Cushing’s Syndrome Etiology Affects Adrenal Function Recovery

The aim was to analyze the postsurgical duration of adrenal insufficiency of patients with Cushing’s disease (CD), adrenal CS and ectopic CS.

Design:

We performed a retrospective analysis based on the case records of 230 CS patients in our tertiary referral center treated from 1983 to 2014. The mean follow-up time was 8 years.

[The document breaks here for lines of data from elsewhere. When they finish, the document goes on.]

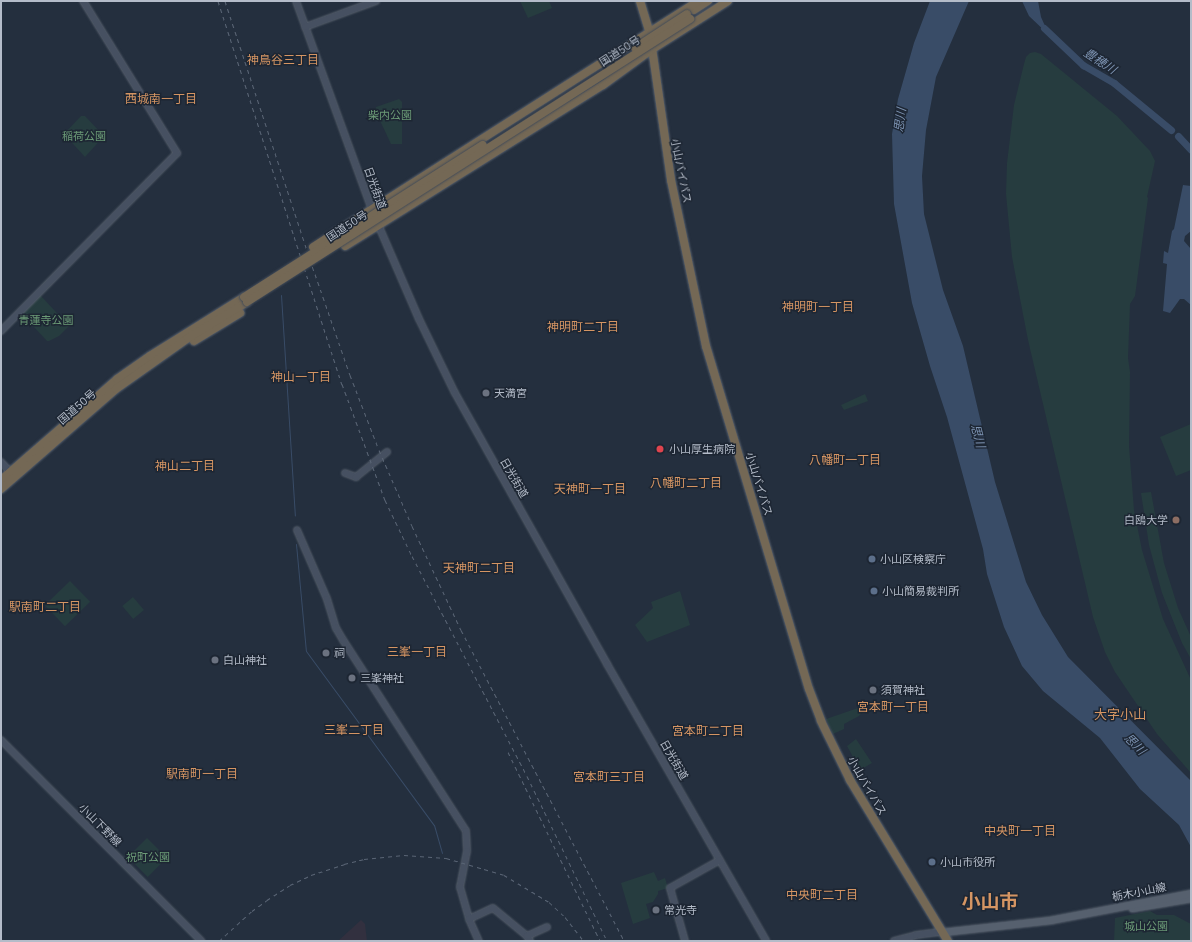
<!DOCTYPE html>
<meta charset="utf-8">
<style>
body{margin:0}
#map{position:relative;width:1192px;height:942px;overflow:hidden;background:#242f3e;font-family:"IBM Plex Sans","Noto Sans JP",sans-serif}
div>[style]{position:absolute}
.medical>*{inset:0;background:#32303f}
.green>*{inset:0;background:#263c3f;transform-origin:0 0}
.water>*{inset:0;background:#394c67}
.stream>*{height:1px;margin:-0.5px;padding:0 0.5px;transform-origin:0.5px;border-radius:0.5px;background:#394c67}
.river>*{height:7px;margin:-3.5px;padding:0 3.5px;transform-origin:3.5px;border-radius:3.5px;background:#394c67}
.roads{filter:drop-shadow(0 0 1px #565f6c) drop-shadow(0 0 1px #565f6c)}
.secondary>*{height:6px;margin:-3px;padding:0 3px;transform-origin:3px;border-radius:3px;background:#465061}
.primary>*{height:7px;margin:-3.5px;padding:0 3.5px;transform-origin:3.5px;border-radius:3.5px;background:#56606e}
.highway>*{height:8px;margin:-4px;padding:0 4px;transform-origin:4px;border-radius:4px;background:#746855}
.rail>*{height:1px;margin-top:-0.5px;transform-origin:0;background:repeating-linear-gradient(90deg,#5a6575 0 4px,transparent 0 8px)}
.bridges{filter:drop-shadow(0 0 1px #434c59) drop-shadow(0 0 1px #434c59)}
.highway-bridge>*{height:8px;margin:-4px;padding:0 4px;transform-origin:4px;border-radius:4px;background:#746855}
.dots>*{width:11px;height:11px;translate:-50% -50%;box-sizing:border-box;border:2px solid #1d2633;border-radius:50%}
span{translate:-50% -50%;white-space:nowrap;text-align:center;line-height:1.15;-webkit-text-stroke:3px #1d2633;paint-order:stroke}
.street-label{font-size:11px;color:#b4bcc9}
.park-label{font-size:11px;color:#6b9a76}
.poi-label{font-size:11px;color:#b4bcc9}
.left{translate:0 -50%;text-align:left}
.right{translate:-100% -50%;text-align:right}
.neighbourhood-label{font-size:12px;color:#d59563}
.water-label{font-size:12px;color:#7c92b1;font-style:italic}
.quarter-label{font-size:13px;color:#d59563}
.town-label{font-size:19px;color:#d59563;font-weight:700}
.frame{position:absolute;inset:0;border:2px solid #b4bcc9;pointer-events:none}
</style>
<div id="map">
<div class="medical">
<div style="clip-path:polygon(361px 920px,365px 924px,367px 941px,338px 941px)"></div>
</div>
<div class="green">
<div style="clip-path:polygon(520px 1px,549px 1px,552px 8px,528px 18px)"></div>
<div style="clip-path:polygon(1035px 52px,1041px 54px,1117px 116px,1150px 151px,1155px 161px,1147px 197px,1148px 198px,1135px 296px,1130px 304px,1128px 358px,1130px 372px,1129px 446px,1134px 510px,1142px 550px,1163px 619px,1191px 680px,1191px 773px,1157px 734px,1115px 672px,1105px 652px,1093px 617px,1028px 340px,1012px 257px,1006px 194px,1007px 163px,1014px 105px,1024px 64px,1026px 57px,1030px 53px)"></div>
<div style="clip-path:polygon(399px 99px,402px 102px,402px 144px,391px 144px,375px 110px,376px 107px)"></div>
<div style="clip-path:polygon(81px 116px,85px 116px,104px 136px,85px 157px,64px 134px)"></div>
<div style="clip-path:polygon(39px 296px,41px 296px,69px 326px,59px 336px,49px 341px,47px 341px,22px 314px)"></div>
<div style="clip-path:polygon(865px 394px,868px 401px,844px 410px,841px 405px)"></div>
<div style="clip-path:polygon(1191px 424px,1191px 470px,1176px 476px,1160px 437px)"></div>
<div style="clip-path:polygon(1151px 492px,1164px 563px,1178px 608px,1191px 637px,1191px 659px,1182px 643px,1162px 593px,1149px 545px,1141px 493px)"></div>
<div style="left:70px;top:581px;width:29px;height:35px;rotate:46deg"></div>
<div style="clip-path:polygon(680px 591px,690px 625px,647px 642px,635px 625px,653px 608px,651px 602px)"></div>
<div style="left:133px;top:597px;width:17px;height:14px;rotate:50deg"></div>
<div style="clip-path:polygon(861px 707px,863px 711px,859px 716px,844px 724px,844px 729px,833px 734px,826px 719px)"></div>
<div style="clip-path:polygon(856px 739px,872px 763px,860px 770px,847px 746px)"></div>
<div style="left:147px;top:838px;width:28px;height:27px;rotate:45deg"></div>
<div style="clip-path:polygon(654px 872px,658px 881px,665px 878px,668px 888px,658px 891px,658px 894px,653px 902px,646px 904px,650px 918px,633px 924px,621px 883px)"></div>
<div style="clip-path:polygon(1150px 911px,1157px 915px,1174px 915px,1191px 924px,1191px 941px,1114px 941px,1115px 918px)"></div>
</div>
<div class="water">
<div style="clip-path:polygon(930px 1px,969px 1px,936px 77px,926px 130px,922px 176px,924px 214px,943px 290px,963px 346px,995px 482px,1026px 582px,1042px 615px,1068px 657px,1191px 781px,1191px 847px,1179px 825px,1140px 789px,1100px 738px,1043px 691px,1022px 666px,1004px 627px,987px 574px,983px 549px,947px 417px,930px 366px,912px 303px,894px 204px,892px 134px,898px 99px,914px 43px)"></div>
<div style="clip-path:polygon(1022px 1px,1038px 1px,1041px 17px,1049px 35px,1029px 16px)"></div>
<div style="clip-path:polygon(1183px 185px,1191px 186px,1191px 231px,1185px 236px,1184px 241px,1191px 249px,1191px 305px,1184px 299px,1180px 299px,1170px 313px,1163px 311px,1167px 264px,1163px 263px,1164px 251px,1168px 253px,1172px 231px,1174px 229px)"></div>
</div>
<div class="stream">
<div style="left:281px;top:295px;width:221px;rotate:86.4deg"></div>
<div style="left:296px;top:544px;width:107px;rotate:84.7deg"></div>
<div style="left:306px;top:651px;width:216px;rotate:53.7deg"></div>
<div style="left:434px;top:825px;width:29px;rotate:74deg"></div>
</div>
<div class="river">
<div style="left:1044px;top:28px;width:54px;rotate:43.5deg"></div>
<div style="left:1083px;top:65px;width:36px;rotate:30deg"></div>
<div style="left:1114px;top:83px;width:74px;rotate:39.5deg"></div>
<div style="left:1178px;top:136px;width:19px;rotate:47deg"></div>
</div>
<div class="roads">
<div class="secondary">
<div style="left:296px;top:1px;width:225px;rotate:70deg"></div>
<div style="left:305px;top:27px;width:76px;rotate:-20.1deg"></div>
<div style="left:377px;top:222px;width:106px;rotate:66.6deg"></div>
<div style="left:419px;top:319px;width:82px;rotate:64.1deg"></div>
<div style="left:455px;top:393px;width:311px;rotate:60.7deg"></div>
<div style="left:607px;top:664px;width:319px;rotate:60.1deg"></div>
<div style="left:1px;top:331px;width:250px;rotate:-45.3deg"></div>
<div style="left:177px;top:153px;width:179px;rotate:-121.7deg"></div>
<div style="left:1px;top:462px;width:16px;rotate:47deg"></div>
<div style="left:345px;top:473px;width:12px;rotate:20deg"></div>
<div style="left:356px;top:477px;width:40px;rotate:-39deg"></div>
<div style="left:297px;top:530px;width:75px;rotate:66.5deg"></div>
<div style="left:327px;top:599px;width:30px;rotate:73deg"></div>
<div style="left:336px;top:628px;width:14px;rotate:60deg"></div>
<div style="left:343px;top:640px;width:227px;rotate:57.2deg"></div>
<div style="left:466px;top:831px;width:20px;rotate:87deg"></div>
<div style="left:467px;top:851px;width:37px;rotate:101deg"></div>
<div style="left:460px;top:887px;width:33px;rotate:74deg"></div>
<div style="left:469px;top:919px;width:24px;rotate:66deg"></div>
<div style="left:1px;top:740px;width:284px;rotate:45.1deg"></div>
<div style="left:469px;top:919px;width:26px;rotate:-25deg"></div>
<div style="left:493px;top:908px;width:44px;rotate:39.5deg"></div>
<div style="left:527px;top:936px;width:6px;rotate:59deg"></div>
<div style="left:527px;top:936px;width:22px;rotate:-24deg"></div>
<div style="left:685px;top:941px;width:55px;rotate:-105.8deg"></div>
<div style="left:670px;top:888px;width:57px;rotate:-29.2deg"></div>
<div style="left:894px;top:941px;width:23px;rotate:-15deg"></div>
<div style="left:916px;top:935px;width:26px;rotate:-7deg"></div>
</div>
<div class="primary">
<div style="left:1132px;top:908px;width:60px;rotate:-9.6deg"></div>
<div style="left:942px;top:932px;width:109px;rotate:-6.3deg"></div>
<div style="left:1050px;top:920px;width:144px;rotate:-10.8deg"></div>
</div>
<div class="highway">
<div style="left:640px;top:1px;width:34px;rotate:73deg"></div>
<div style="left:650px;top:34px;width:148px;rotate:81.8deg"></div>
<div style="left:671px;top:180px;width:170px;rotate:78.1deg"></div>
<div style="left:706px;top:346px;width:358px;rotate:73.3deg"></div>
<div style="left:809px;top:689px;width:34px;rotate:69deg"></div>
<div style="left:821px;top:721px;width:66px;rotate:63.8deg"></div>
<div style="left:850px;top:780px;width:188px;rotate:58.7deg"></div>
<div style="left:694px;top:10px;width:17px;rotate:-33deg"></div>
<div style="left:336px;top:232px;width:430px;rotate:-32.5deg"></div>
<div style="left:345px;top:246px;width:304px;rotate:-32deg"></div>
<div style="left:603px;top:85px;width:59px;rotate:-36.1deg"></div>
<div style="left:651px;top:50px;width:91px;rotate:-32.5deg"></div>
<div style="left:194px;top:341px;width:54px;rotate:-31.3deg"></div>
<div style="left:1px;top:480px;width:154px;rotate:-41deg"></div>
<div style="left:117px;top:379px;width:40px;rotate:-34.9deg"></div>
<div style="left:150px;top:356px;width:111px;rotate:-32.1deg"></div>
<div style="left:1px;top:489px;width:152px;rotate:-41deg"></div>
<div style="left:116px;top:389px;width:88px;rotate:-35.3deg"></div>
<div style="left:188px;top:338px;width:69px;rotate:-31.4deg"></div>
</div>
</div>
<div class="rail">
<div style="left:218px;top:1px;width:403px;rotate:72.1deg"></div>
<div style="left:342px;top:384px;width:124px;rotate:69.7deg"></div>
<div style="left:385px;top:500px;width:62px;rotate:64.3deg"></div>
<div style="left:412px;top:556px;width:248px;rotate:62.4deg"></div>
<div style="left:527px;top:776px;width:183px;rotate:64.1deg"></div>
<div style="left:225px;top:1px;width:287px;rotate:71.8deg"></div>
<div style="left:315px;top:274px;width:107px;rotate:70.9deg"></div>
<div style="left:350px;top:375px;width:80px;rotate:68.9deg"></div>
<div style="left:379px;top:450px;width:83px;rotate:66.5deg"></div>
<div style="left:412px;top:526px;width:115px;rotate:64.8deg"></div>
<div style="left:461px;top:630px;width:351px;rotate:62.3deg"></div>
<div style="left:508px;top:752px;width:210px;rotate:64deg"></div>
<div style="left:219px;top:941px;width:45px;rotate:-42.3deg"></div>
<div style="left:252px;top:911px;width:19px;rotate:-36deg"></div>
<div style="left:267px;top:900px;width:27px;rotate:-33deg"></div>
<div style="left:290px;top:885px;width:23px;rotate:-25deg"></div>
<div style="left:311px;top:875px;width:35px;rotate:-18deg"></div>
<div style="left:344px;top:864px;width:21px;rotate:-14deg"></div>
<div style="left:364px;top:859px;width:40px;rotate:-5.7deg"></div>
<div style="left:404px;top:855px;width:42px;rotate:4.1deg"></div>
<div style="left:446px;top:858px;width:60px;rotate:16.3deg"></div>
<div style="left:504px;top:875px;width:52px;rotate:31deg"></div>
<div style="left:549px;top:902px;width:22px;rotate:43deg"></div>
<div style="left:565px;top:917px;width:31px;rotate:52deg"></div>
</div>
<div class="bridges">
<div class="highway-bridge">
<div style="left:635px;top:48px;width:62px;rotate:-33.2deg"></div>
<div style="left:313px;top:247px;width:27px;rotate:-33deg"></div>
<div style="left:244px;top:297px;width:283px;rotate:-32.5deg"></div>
<div style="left:247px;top:302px;width:526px;rotate:-32.57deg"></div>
</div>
</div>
<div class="dots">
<div style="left:486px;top:393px;background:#6b7280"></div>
<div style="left:660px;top:449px;background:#e0444e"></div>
<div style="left:1176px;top:520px;background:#8d6e63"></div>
<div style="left:872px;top:559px;background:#5c6f8a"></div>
<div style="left:874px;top:591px;background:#5c6f8a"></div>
<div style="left:326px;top:653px;background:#6b7280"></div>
<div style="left:215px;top:660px;background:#6b7280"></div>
<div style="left:352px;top:678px;background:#6b7280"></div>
<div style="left:873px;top:690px;background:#6b7280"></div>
<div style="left:932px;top:862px;background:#5c6f8a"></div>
<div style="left:656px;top:910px;background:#6b7280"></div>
</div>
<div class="street-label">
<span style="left:620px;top:51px;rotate:-33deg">国道50号</span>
<span style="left:681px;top:171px;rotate:79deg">小山バイパス</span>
<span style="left:375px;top:188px;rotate:70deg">日光街道</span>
<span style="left:347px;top:226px;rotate:-33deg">国道50号</span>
<span style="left:77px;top:407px;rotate:-41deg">国道50号</span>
<span style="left:514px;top:478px;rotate:60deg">日光街道</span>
<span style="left:759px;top:484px;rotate:73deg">小山バイパス</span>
<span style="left:674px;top:760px;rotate:60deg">日光街道</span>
<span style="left:867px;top:786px;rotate:60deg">小山バイパス</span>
<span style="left:100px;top:825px;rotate:45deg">小山下野線</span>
<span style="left:1139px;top:892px;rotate:-11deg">栃木小山線</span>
</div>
<div class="park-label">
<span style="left:390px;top:115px">柴内公園</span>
<span style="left:84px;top:136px">稲荷公園</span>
<span style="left:46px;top:320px">青蓮寺公園</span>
<span style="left:148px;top:857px">祝町公園</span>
<span style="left:1146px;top:926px">城山公園</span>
</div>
<div class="poi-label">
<span class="left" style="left:494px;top:393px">天満宮</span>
<span class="left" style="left:669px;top:449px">小山厚生病院</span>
<span class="right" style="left:1168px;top:520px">白鴎大学</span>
<span class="left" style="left:880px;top:559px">小山区検察庁</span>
<span class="left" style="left:882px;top:591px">小山簡易裁判所</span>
<span class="left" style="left:334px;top:653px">祠</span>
<span class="left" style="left:223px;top:660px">白山神社</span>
<span class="left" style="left:360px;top:678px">三峯神社</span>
<span class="left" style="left:881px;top:690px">須賀神社</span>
<span class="left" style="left:940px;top:862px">小山市役所</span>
<span class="left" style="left:664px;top:910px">常光寺</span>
</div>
<div class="neighbourhood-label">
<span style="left:283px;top:60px">神鳥谷三丁目</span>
<span style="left:161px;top:99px">西城南一丁目</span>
<span style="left:818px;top:307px">神明町一丁目</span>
<span style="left:583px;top:327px">神明町二丁目</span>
<span style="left:301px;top:377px">神山一丁目</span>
<span style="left:845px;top:460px">八幡町一丁目</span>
<span style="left:185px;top:466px">神山二丁目</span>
<span style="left:686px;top:483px">八幡町二丁目</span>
<span style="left:590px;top:489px">天神町一丁目</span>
<span style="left:479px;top:568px">天神町二丁目</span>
<span style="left:45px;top:607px">駅南町二丁目</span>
<span style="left:417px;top:652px">三峯一丁目</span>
<span style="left:893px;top:707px">宮本町一丁目</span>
<span style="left:354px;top:730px">三峯二丁目</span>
<span style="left:708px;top:731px">宮本町二丁目</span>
<span style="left:202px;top:774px">駅南町一丁目</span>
<span style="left:609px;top:777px">宮本町三丁目</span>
<span style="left:1020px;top:831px">中央町一丁目</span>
<span style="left:822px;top:895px">中央町二丁目</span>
</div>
<div class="water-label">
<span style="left:1100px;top:61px;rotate:33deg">豊穂川</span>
<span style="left:900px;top:120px;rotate:-82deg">思川</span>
<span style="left:978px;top:436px;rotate:75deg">思川</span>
<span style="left:1135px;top:744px;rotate:45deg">思川</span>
</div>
<div class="quarter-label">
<span style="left:1120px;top:715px">大字小山</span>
</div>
<div class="town-label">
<span style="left:990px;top:902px">小山市</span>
</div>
<div class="frame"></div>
</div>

The probability of recovering adrenal function within a 5 years follow-up differed significantly between subtypes (p=0.001). It was 82 % in ectopic CS, 58 % in Cushing’s disease and 38 % in adrenal CS. In the total cohort with restored adrenal function (n=52) the median time to recovery differed between subtypes: 0.6 (IQR 0.03–1.1) years in ectopic CS, 1.4 (IQR 0.9–3.4) years in CD, and 2.5 (IQR 1.6–5.4) years in adrenal CS (p=0.002). In CD the Cox proportional-hazards model showed that the probability of recovery was associated with younger age (hazard ratio 0.896, 95% CI 0.822–0.976, p=0.012), independently of sex, BMI, duration of symptoms, and basal ACTH and cortisol levels. There was no correlation with length and extend of hypercortisolism or postoperative glucocorticoid replacement doses.

Conclusions:

Time to recovery of adrenal function is dependent on the underlying etiology of CS.